I was happy to go to work drunk. If had to go throw up while pulling my first load, I'd do it.

Because I was with Jake and the Beatles and Olympia beer and I was learning to fly.

Jake's ghost made me happy.

All those other ghosts that danced with me and Sharon and Diane and Joni and Rick and Ed and Mike and Carol and Jake that night, they made me happy, too.

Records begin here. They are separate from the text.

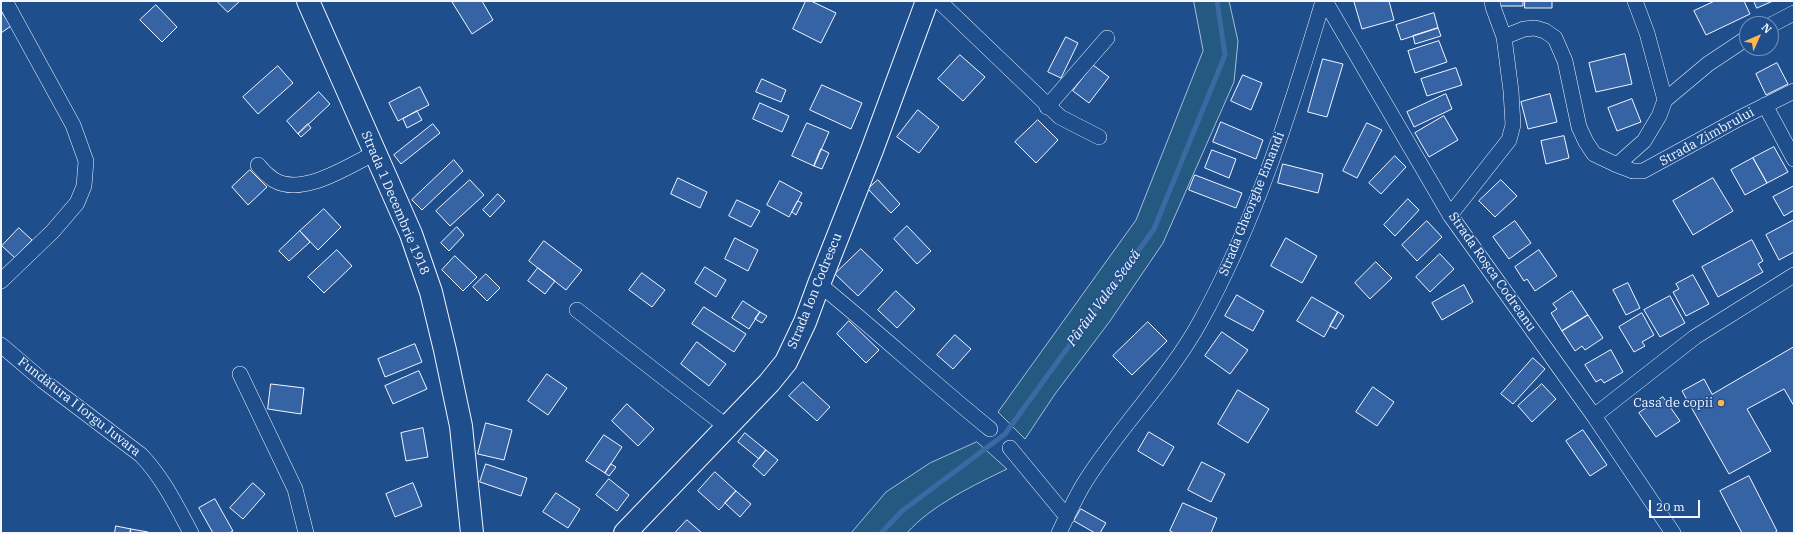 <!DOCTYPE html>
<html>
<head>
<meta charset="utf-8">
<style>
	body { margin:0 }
	#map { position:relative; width:1795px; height:534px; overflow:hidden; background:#1f4e8c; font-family:"IBM Plex Serif",serif }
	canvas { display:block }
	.frame { position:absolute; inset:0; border:2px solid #f2f6ff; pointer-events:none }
	.north { position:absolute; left:1739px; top:16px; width:40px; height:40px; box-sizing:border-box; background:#1f4e8c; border:1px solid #7391ba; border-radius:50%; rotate:45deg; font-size:11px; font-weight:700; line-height:16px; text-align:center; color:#f2f6ff }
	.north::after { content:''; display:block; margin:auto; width:14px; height:18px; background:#ffb74d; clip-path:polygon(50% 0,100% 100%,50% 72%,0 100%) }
	.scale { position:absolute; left:1649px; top:500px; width:51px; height:18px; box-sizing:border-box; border:2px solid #f2f6ff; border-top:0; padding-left:5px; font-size:12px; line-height:14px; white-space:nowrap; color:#f2f6ff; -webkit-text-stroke:3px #1f4e8c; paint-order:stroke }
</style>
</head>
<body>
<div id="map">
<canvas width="1795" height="534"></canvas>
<div class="frame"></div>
<div class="north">N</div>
<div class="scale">20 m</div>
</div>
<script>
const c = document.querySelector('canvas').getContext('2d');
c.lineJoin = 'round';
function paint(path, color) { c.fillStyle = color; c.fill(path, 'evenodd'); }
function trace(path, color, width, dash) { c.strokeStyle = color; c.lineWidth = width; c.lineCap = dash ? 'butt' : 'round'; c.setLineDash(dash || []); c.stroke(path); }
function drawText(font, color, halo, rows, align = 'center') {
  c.font = font + ' "IBM Plex Serif",serif'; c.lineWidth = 3; c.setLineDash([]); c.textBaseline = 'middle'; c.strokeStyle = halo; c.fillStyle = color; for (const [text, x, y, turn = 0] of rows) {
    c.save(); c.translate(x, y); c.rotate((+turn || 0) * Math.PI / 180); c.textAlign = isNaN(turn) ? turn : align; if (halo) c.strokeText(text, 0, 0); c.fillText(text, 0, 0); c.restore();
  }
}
const green = new Path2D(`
	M1194 1H1229L1238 41 1234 82 1163 243 1110 321 1055 394 1025 439 998 412 1136 220 1203 51Z
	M977 442 1007 469C976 484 930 506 907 533H851L886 492 930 463Z`);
const stream = new Path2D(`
	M881 533 902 511 1005 434 1154 229 1225 55 1217 1`);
const building = new Path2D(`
	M217 1H240L228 12Z
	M482 1 493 20 472 34 452 2Z
	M806 1H811L836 13 821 43 793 29Z
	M1357 1H1389L1394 20 1362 29 1354 2Z
	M1499 1H1523V6H1499Z
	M1525 1H1552V8H1525Z
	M1715 1H1744L1750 14 1706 35 1694 11Z
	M1754 1H1773L1757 8Z
	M156 5 177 27 162 42 140 20Z
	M1 11 11 26 1 33Z
	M1434 13 1438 28 1401 40 1396 25Z
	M1438 28 1441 36 1415 44 1413 36Z
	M1066 37 1078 43 1061 78 1048 72Z
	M1439 41 1447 62 1415 73 1408 51Z
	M1625 54 1632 84 1596 92 1589 63Z
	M960 55 985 77 963 101 938 79Z
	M1323 59 1343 64 1327 117 1308 112Z
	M1777 63 1788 84 1766 95 1756 74Z
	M1093 65 1109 77 1089 103 1073 91Z
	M278 66 293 83 258 114 243 97Z
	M1456 68 1462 85 1427 96 1421 79Z
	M1243 75 1262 83 1251 110 1231 101Z
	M762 79 786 90 781 102 756 92Z
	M822 85 862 103 851 129 810 110Z
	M420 87 429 105 398 121 389 103Z
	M319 92 330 104 298 134 287 121Z
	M1446 94 1452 109 1414 127 1407 112Z
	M1550 94 1557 122 1528 129 1521 102Z
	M1632 99 1641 122 1617 131 1608 108Z
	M760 103 789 116 782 132 753 119Z
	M918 110 939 127 919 153 897 137Z
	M417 111 422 120 407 128 403 119Z
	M1444 116 1458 140 1429 157 1415 133Z
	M1038 120 1058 140 1036 163 1015 142Z
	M1221 122 1263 140 1256 159 1213 142Z
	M807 123 829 132 814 166 792 156Z
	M1367 123 1382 130 1357 178 1343 171Z
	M308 124 311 128 301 137 298 134Z
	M433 124 440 133 401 164 394 155Z
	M1564 136 1569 158 1546 164 1541 141Z
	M1774 147 1788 172 1767 183 1753 158Z
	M821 149 829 153 822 169 814 166Z
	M1212 150 1236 159 1229 178 1205 168Z
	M1395 156 1406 167 1381 194 1369 183Z
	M1753 158 1767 183 1745 195 1731 170Z
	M454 160 463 171 422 210 412 200Z
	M1283 164 1323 174 1318 193 1278 183Z
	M250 170 267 187 248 205 232 187Z
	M1195 175 1242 193 1236 208 1189 190Z
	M678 178 707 192 700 208 671 194Z
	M1713 178 1733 211 1693 235 1673 201Z
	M470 180 484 195 450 226 436 211Z
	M878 180 900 204 891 213 868 189Z
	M1501 180 1517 196 1495 217 1479 201Z
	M780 181 802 193 789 217 767 205Z
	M1794 186V210L1784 216 1773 197Z
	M498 194 505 201 490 217 483 210Z
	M1408 199 1419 210 1395 236 1384 225Z
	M737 200 760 211 751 227 729 216Z
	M798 201 802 203 796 215 792 212Z
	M324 209 341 227 318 250 300 231Z
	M1794 220V252L1779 260 1766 235Z
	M1427 221 1442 237 1417 261 1402 245Z
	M1515 221 1531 243 1509 259 1493 237Z
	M907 226 931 251 917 264 894 239Z
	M457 227 464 235 449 251 441 243Z
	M19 228 32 240 15 258 2 246Z
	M300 231 310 242 289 261 279 251Z
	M735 238 758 250 748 271 725 259Z
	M1286 238 1317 256 1302 283 1271 266Z
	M1752 240 1763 261 1758 264 1763 272 1718 297 1702 267Z
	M544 241 582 270 566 290 529 261Z
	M861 249 883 270 858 296 835 274Z
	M337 250 352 266 324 293 308 277Z
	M1539 250 1557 276 1535 291 1527 279 1524 281 1515 267Z
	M1440 254 1454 269 1430 292 1416 277Z
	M455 256 477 277 463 291 442 270Z
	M1376 262 1392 278 1370 299 1355 283Z
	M705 267 726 280 716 297 695 283Z
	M538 268 555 281 545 294 528 281Z
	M642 273 665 290 652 307 629 290Z
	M486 274 500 288 487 301 473 287Z
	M1693 275 1709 304 1686 316 1673 292 1679 289 1676 284Z
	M1628 283 1640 308 1626 315 1613 290Z
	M1464 285 1473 302 1442 320 1432 303Z
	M896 291 915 309 897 328 878 310Z
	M1572 291 1588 315 1562 331 1551 313 1557 309 1553 304Z
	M1237 295 1264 311 1253 331 1225 316Z
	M1670 296 1685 323 1660 337 1644 310Z
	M1312 297 1338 312 1324 337 1297 321Z
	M743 301 760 312 749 329 732 318Z
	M704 307 746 334 734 352 692 324Z
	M760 312 767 316 762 323 755 319Z
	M1338 312 1344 316 1336 329 1330 326Z
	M1642 313 1654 335 1642 342 1645 346 1634 352 1619 327Z
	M1588 315 1603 338 1585 350 1582 346 1575 351 1562 331Z
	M849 321 879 350 866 363 837 334Z
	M1148 322 1167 341 1132 375 1113 356Z
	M1222 332 1248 350 1230 374 1205 356Z
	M955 335 971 349 953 369 937 355Z
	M697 342 726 364 709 386 681 364Z
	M415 344 422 362 385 377 378 359Z
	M1794 347V406L1784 389 1747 409 1771 451 1729 474 1682 391 1704 379 1712 394Z
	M1611 350 1623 372 1604 383 1601 379 1596 382 1585 365Z
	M1533 358 1545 369 1513 404 1501 394Z
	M419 371 427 389 393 404 385 386Z
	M547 374 567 388 548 415 528 401Z
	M803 382 830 407 817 421 789 396Z
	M271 384 304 388 301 414 268 409Z
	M1542 384 1556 399 1532 422 1518 406Z
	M1373 387 1394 402 1377 426 1356 412Z
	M1238 390 1269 409 1248 443 1218 424Z
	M1663 397 1680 421 1656 437 1639 413Z
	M627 404 654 429 638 446 612 421Z
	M486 423 512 430 504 460 478 454Z
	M423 428 428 457 406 461 401 433Z
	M1583 430 1607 465 1590 476 1566 441Z
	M1149 432 1174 447 1163 466 1138 451Z
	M745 433 766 450 759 459 738 442Z
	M604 435 622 447 605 473 586 461Z
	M766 450 778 460 764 476 753 466Z
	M1202 462 1225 474 1211 502 1188 490Z
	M486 464 527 478 521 496 480 482Z
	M611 464 616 467 609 476 605 473Z
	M715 472 736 491 719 510 698 491Z
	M1749 476 1777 531 1774 533H1742L1720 491Z
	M609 479 629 495 617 511 596 495Z
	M253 483 265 494 243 519 230 508Z
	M413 483 422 506 395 517 386 494Z
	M736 491 751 504 740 517 725 503Z
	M556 493 580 509 568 528 543 512Z
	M215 499 233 531 229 533H213L199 508Z
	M1183 503 1217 518 1211 533H1174L1170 531Z
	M1081 509 1106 523 1100 533H1095L1074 521Z
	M687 520 702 533H675Z
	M116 526 131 529 130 533H115Z
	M131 529 148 532V533H130Z`);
const street = new Path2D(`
	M939 1 1060 117 1099 137
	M1325 1 1450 215 1594 416 1673 533
	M1771 25 1794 13
	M1504 37 1524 29 1535 28 1545 31 1555 38 1565 61 1579 127 1586 142 1594 154 1617 165 1644 141 1659 116 1665 100 1647 33 1635 1
	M1665 100 1708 64 1747 38
	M1765 105 1794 159
	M1047 107 1107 38
	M258 165C262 170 268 176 274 180 303 197 348 166 375 153
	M1617 165 1633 171H1643L1740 118 1794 91
	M1450 215 1509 140 1513 125 1511 91 1504 37 1493 7 1492 1
	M1 281 53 231 77 203 84 186 86 161 73 125 5 1
	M819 284C877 331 932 382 990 429
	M577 310 727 427
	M1 345 42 380 141 455C163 478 176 505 191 533
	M240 374 295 489 306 533
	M1594 416 1695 337 1794 275
	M1010 448 1067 517
	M1059 533C1067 516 1075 498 1085 482 1120 426 1168 380 1200 322 1255 223 1291 109 1323 1`);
const secondary = new Path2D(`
	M308 1 411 234 431 292 445 350 461 426 472 533
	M625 533 769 383 786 362 805 322 819 284 872 150 927 1`);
const markers = [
	[1721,403,4,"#ffb74d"]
];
const streetNames = [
	["Strada Zimbrului",1707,137,-29],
	["Strada 1 Decembrie 1918",395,203,67],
	["Strada Gheorghe Emandi",1252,204,-68],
	["Strada Roșca Codreanu",1492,272,55],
	["Strada Ion Codrescu",815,291,-68],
	["Fundătura I Iorgu Juvara",79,407,38]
];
const poiNames = [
	["Casa de copii",1713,403]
];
const waterNames = [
	["Pârâul Valea Seacă",1104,298,-54]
];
paint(green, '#245a82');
trace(green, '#a8bbd7', 1);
trace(stream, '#3b69a3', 5);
paint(building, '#3563a3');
trace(building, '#f2f6ff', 1);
trace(street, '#f2f6ff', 16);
trace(secondary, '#f2f6ff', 24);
trace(street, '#1f4e8c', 15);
trace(secondary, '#1f4e8c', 22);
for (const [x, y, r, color] of markers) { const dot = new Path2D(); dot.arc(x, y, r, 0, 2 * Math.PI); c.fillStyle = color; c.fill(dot); trace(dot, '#1f4e8c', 1.5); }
drawText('13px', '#f2f6ff', '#1f4e8c', streetNames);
drawText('13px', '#f2f6ff', '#1f4e8c', poiNames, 'right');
drawText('italic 14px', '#f2f6ff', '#1f4e8c', waterNames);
</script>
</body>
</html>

The ghosts keep my head on straight.

They keep my past alive and keep the spirit of being from Kellogg, Idaho alive.

It's real.

It's flying.

It's what makes me happy.




Happiness

There's just no accounting for happiness,
or the way it turns up like a prodigal
who comes back to the dust at your feet
having squandered a fortune far away.

And how can you not forgive?
You make a feast in honor of what
was lost, and take from its place the finest
garment, which you saved for an occasion
you could not imagine, and you weep night and day
to know that you were not abandoned,
that happiness saved its most extreme form
for you alone.

No, happiness is the uncle you never
knew about, who flies a single-engine plane
onto the grassy landing strip, hitchhikes
into town, and inquires at every door
until he finds you asleep midafternoon.
as you so often are during the unmerciful
hours of your despair.

It comes to the monk in his cell.
It comes to the woman sweeping the street
with a birch broom, to the child
whose mother has passed out from drink.
It comes to the lover, to the dog chewing
a sock, to the pusher, to the basket maker,
and to the clerk stacking cans of carrots
in the night.

It even comes to the boulder
in the perpetual shade of pine barrens,
to rain falling on the open sea,
to the wineglass, weary of holding wine.